• **YOUR GOAL**
Go through the material under this sentence. Return every line holding "none".

• **SOURCE DATA**
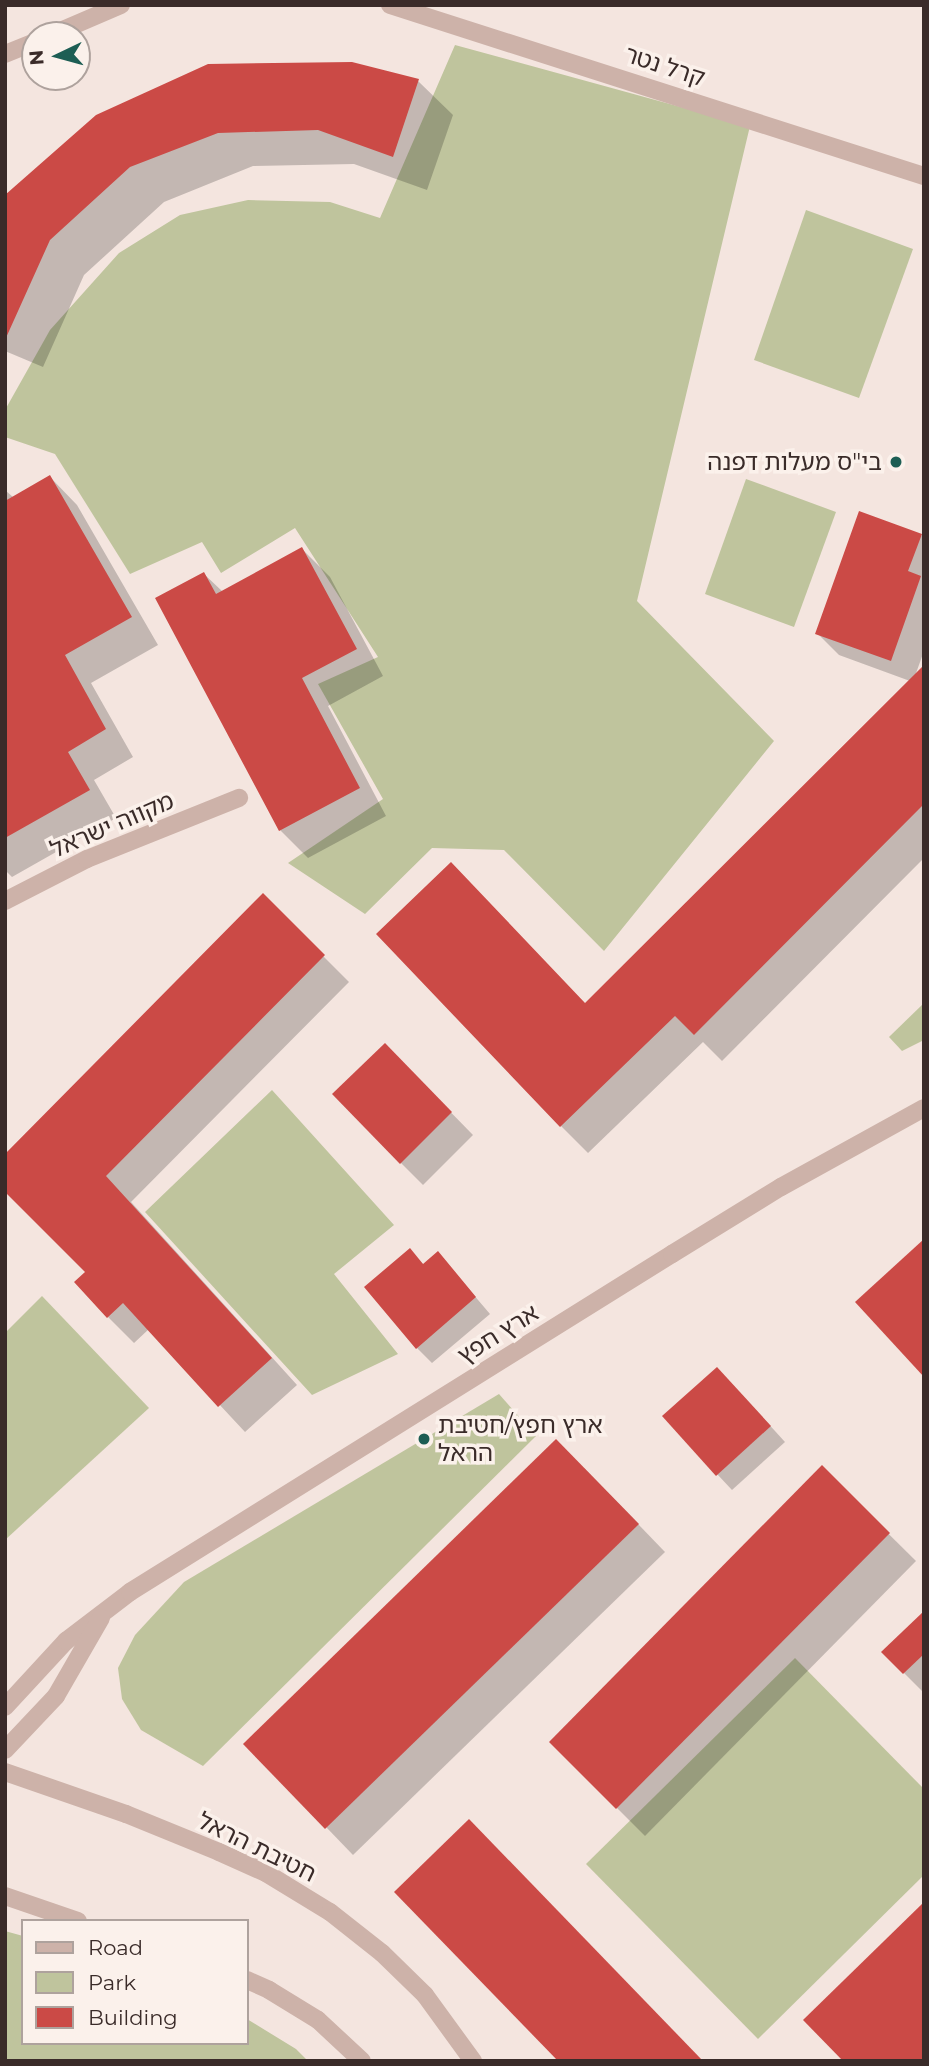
<!DOCTYPE html>
<meta charset="utf-8">
<style>
body{margin:0}
#map{position:relative;width:929px;height:2066px;overflow:hidden;background:#f4e5df;font-family:Montserrat,"Noto Sans Hebrew",sans-serif}
div>[style]{position:absolute}
.green>*{inset:0;background:#bfc49d}
.shadow>*{inset:0;background:#0003}
.building>*{inset:0;background:#cb4a46}
.minor>*{height:18px;margin:-9px;padding:0 9px;transform-origin:9px;border-radius:9px;background:#cdb2a9}
.dots>*{width:19px;height:19px;translate:-50% -50%;box-sizing:border-box;border:4px solid #fbf1eb;border-radius:50%}
span{translate:-50% -50%;white-space:nowrap;text-align:center;line-height:1.15;-webkit-text-stroke:7px #fbf1eb;paint-order:stroke}
.street-label{font-size:24px;color:#3a2b29}
.poi-label{font-size:24px;color:#3a2b29}
.right{translate:-100% -50%;text-align:right}
.left{translate:0 -50%;text-align:left}
.frame{position:absolute;inset:0;border:7px solid #3a2b29;pointer-events:none}
.legend{position:absolute;left:21px;top:1919px;width:228px;height:126px;box-sizing:border-box;background:#fbf1eb;border:2px solid #aea29d;margin:0;padding:9px 12px;list-style:none;font-size:21px;color:#3a2b29}
.legend li{display:flex;align-items:center;gap:14px;height:35px}
.legend b{width:35px;border:2px solid #aea29d}
.north{position:absolute;left:21px;top:21px;width:70px;height:70px;box-sizing:border-box;background:#fbf1eb;border:2px solid #aea29d;border-radius:50%;rotate:265deg;font-size:19px;font-weight:700;line-height:28px;text-align:center;color:#3a2b29}
.north::after{content:'';display:block;margin:auto;width:24px;height:32px;background:#1d5e54;clip-path:polygon(50% 0,100% 100%,50% 72%,0 100%)}
</style>
<div id="map">
<div class="green">
<i style="clip-path:polygon(455px 45px,750px 126px,637px 601px,774px 741px,604px 951px,504px 850px,432px 848px,365px 914px,288px 863px,383px 799px,318px 684px,378px 657px,295px 528px,221px 573px,202px 542px,130px 574px,55px 454px,5px 437px,5px 410px,50px 330px,119px 253px,180px 215px,248px 200px,330px 202px,380px 218px)"></i>
<i style="clip-path:polygon(806px 210px,913px 249px,859px 398px,754px 360px)"></i>
<i style="clip-path:polygon(746px 479px,836px 512px,794px 627px,705px 594px)"></i>
<i style="clip-path:polygon(924px 1003px,924px 1040px,902px 1051px,889px 1037px)"></i>
<i style="clip-path:polygon(272px 1090px,394px 1225px,334px 1274px,398px 1354px,312px 1395px,145px 1212px)"></i>
<i style="clip-path:polygon(42px 1296px,149px 1408px,5px 1540px,5px 1333px)"></i>
<i style="clip-path:polygon(499px 1394px,536px 1436px,203px 1766px,141px 1730px,122px 1699px,118px 1668px,135px 1635px,184px 1582px)"></i>
<i style="clip-path:polygon(795px 1658px,924px 1789px,924px 1875px,758px 2039px,586px 1864px)"></i>
<i style="clip-path:polygon(5px 1931px,23px 1936px,23px 2043px,247px 2043px,247px 2019px,296px 2049px,308px 2061px,5px 2061px)"></i>
</div>
<div class="shadow">
<i style="clip-path:polygon(352px 64px,418px 81px,453px 115px,427px 190px,354px 164px,253px 166px,164px 202px,84px 275px,43px 367px,5px 351px,5px 197px)"></i>
<i style="clip-path:polygon(50px 477px,77px 505px,158px 645px,91px 683px,133px 757px,94px 780px,116px 818px,12px 877px,5px 870px,5px 490px,14px 498px)"></i>
<i style="clip-path:polygon(921px 535px,924px 538px,924px 651px,915px 676px,924px 667px,924px 858px,722px 1061px,703px 1042px,588px 1153px,561px 1126px,586px 1005px,910px 681px,839px 655px,817px 633px)"></i>
<i style="clip-path:polygon(302px 549px,330px 577px,383px 676px,328px 706px,386px 816px,308px 858px,280px 830px,204px 574px,223px 592px)"></i>
<i style="clip-path:polygon(263px 896px,349px 982px,131px 1202px,297px 1385px,245px 1432px,149px 1329px,134px 1343px,108px 1317px,76px 1282px,87px 1272px,5px 1189px)"></i>
<i style="clip-path:polygon(385px 1045px,473px 1135px,423px 1185px,401px 1163px)"></i>
<i style="clip-path:polygon(410px 1251px,424px 1265px,438px 1253px,490px 1314px,432px 1363px,417px 1348px)"></i>
<i style="clip-path:polygon(732px 1384px,785px 1442px,732px 1490px,717px 1474px)"></i>
<i style="clip-path:polygon(584px 1468px,665px 1552px,353px 1855px,246px 1744px)"></i>
<i style="clip-path:polygon(822px 1468px,916px 1561px,645px 1836px,551px 1742px)"></i>
<i style="clip-path:polygon(924px 1613px,924px 1693px,904px 1673px)"></i>
</div>
<div class="building">
<i style="clip-path:polygon(352px 62px,419px 79px,393px 157px,318px 130px,218px 133px,130px 167px,50px 240px,5px 340px,5px 195px,96px 115px,208px 64px)"></i>
<i style="clip-path:polygon(50px 475px,132px 617px,65px 655px,106px 729px,68px 752px,90px 790px,5px 838px,5px 501px)"></i>
<i style="clip-path:polygon(859px 511px,922px 534px,908px 571px,921px 576px,891px 661px,815px 634px)"></i>
<i style="clip-path:polygon(302px 547px,357px 649px,302px 678px,360px 788px,279px 831px,155px 598px,204px 572px,216px 594px)"></i>
<i style="clip-path:polygon(924px 665px,924px 804px,694px 1035px,675px 1016px,560px 1127px,376px 934px,451px 862px,585px 1003px)"></i>
<i style="clip-path:polygon(263px 893px,325px 955px,106px 1176px,272px 1358px,218px 1407px,123px 1303px,107px 1318px,74px 1282px,85px 1272px,5px 1192px,5px 1154px)"></i>
<i style="clip-path:polygon(385px 1043px,452px 1112px,400px 1164px,332px 1094px)"></i>
<i style="clip-path:polygon(924px 1239px,924px 1377px,855px 1302px)"></i>
<i style="clip-path:polygon(410px 1248px,423px 1264px,438px 1251px,476px 1297px,416px 1349px,364px 1287px)"></i>
<i style="clip-path:polygon(717px 1367px,771px 1426px,716px 1476px,662px 1416px)"></i>
<i style="clip-path:polygon(556px 1439px,639px 1524px,325px 1829px,243px 1744px)"></i>
<i style="clip-path:polygon(822px 1465px,890px 1533px,616px 1809px,549px 1742px)"></i>
<i style="clip-path:polygon(924px 1611px,924px 1654px,903px 1674px,881px 1652px)"></i>
<i style="clip-path:polygon(469px 1819px,703px 2061px,558px 2061px,394px 1892px)"></i>
<i style="clip-path:polygon(924px 1902px,924px 2061px,843px 2061px,803px 2020px)"></i>
</div>
<div class="minor">
<i style="left:390px;top:5px;width:561px;rotate:17.76deg"></i>
<i style="left:51px;top:35px;width:76px;rotate:-23.2deg"></i>
<i style="left:5px;top:54px;width:32px;rotate:-22deg"></i>
<i style="left:5px;top:901px;width:92px;rotate:-27.1deg"></i>
<i style="left:87px;top:859px;width:164px;rotate:-21.9deg"></i>
<i style="left:5px;top:1707px;width:90px;rotate:-47.3deg"></i>
<i style="left:66px;top:1641px;width:81px;rotate:-37.4deg"></i>
<i style="left:130px;top:1592px;width:639px;rotate:-31.95deg"></i>
<i style="left:672px;top:1254px;width:128px;rotate:-31.6deg"></i>
<i style="left:781px;top:1187px;width:163px;rotate:-28.9deg"></i>
<i style="left:5px;top:1750px;width:74px;rotate:-46.6deg"></i>
<i style="left:56px;top:1696px;width:90px;rotate:-60deg"></i>
<i style="left:5px;top:1772px;width:128px;rotate:19.1deg"></i>
<i style="left:126px;top:1814px;width:100px;rotate:22.2deg"></i>
<i style="left:219px;top:1852px;width:51px;rotate:24.1deg"></i>
<i style="left:266px;top:1873px;width:75px;rotate:31.4deg"></i>
<i style="left:330px;top:1912px;width:66px;rotate:38.3deg"></i>
<i style="left:382px;top:1953px;width:60px;rotate:44.3deg"></i>
<i style="left:425px;top:1995px;width:82px;rotate:54deg"></i>
<i style="left:5px;top:1896px;width:77px;rotate:18.9deg"></i>
<i style="left:247px;top:1980px;width:24px;rotate:24deg"></i>
<i style="left:269px;top:1990px;width:57px;rotate:31.5deg"></i>
<i style="left:318px;top:2020px;width:60px;rotate:43deg"></i>
</div>
<div class="dots">
<i style="left:896px;top:462px;background:#1d5e54"></i>
<i style="left:424px;top:1439px;background:#1d5e54"></i>
</div>
<div class="street-label">
<span style="left:665px;top:66px;rotate:18deg">קרל נטר</span>
<span style="left:112px;top:825px;rotate:-23deg">מקווה ישראל</span>
<span style="left:498px;top:1334px;rotate:-32deg">ארץ חפץ</span>
<span style="left:257px;top:1847px;rotate:26deg">חטיבת הראל</span>
</div>
<div class="poi-label">
<span class="right" style="left:882px;top:462px">בי"ס מעלות דפנה</span>
<span class="left" style="left:438px;top:1439px">ארץ חפץ/חטיבת<br>הראל</span>
</div>
<div class="frame"></div>
<ul class="legend">
<li><b style="height:9px;background:#cdb2a9"></b>Road</li>
<li><b style="height:19px;background:#bfc49d"></b>Park</li>
<li><b style="height:19px;background:#cb4a46"></b>Building</li>
</ul>
<div class="north">N</div>
</div>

• **ANSWER FOR THIS EXERCISE**
.frame{position:absolute;inset:0;border:7px solid #3a2b29;pointer-events:none}
.legend{position:absolute;left:21px;top:1919px;width:228px;height:126px;box-sizing:border-box;background:#fbf1eb;border:2px solid #aea29d;margin:0;padding:9px 12px;list-style:none;font-size:21px;color:#3a2b29}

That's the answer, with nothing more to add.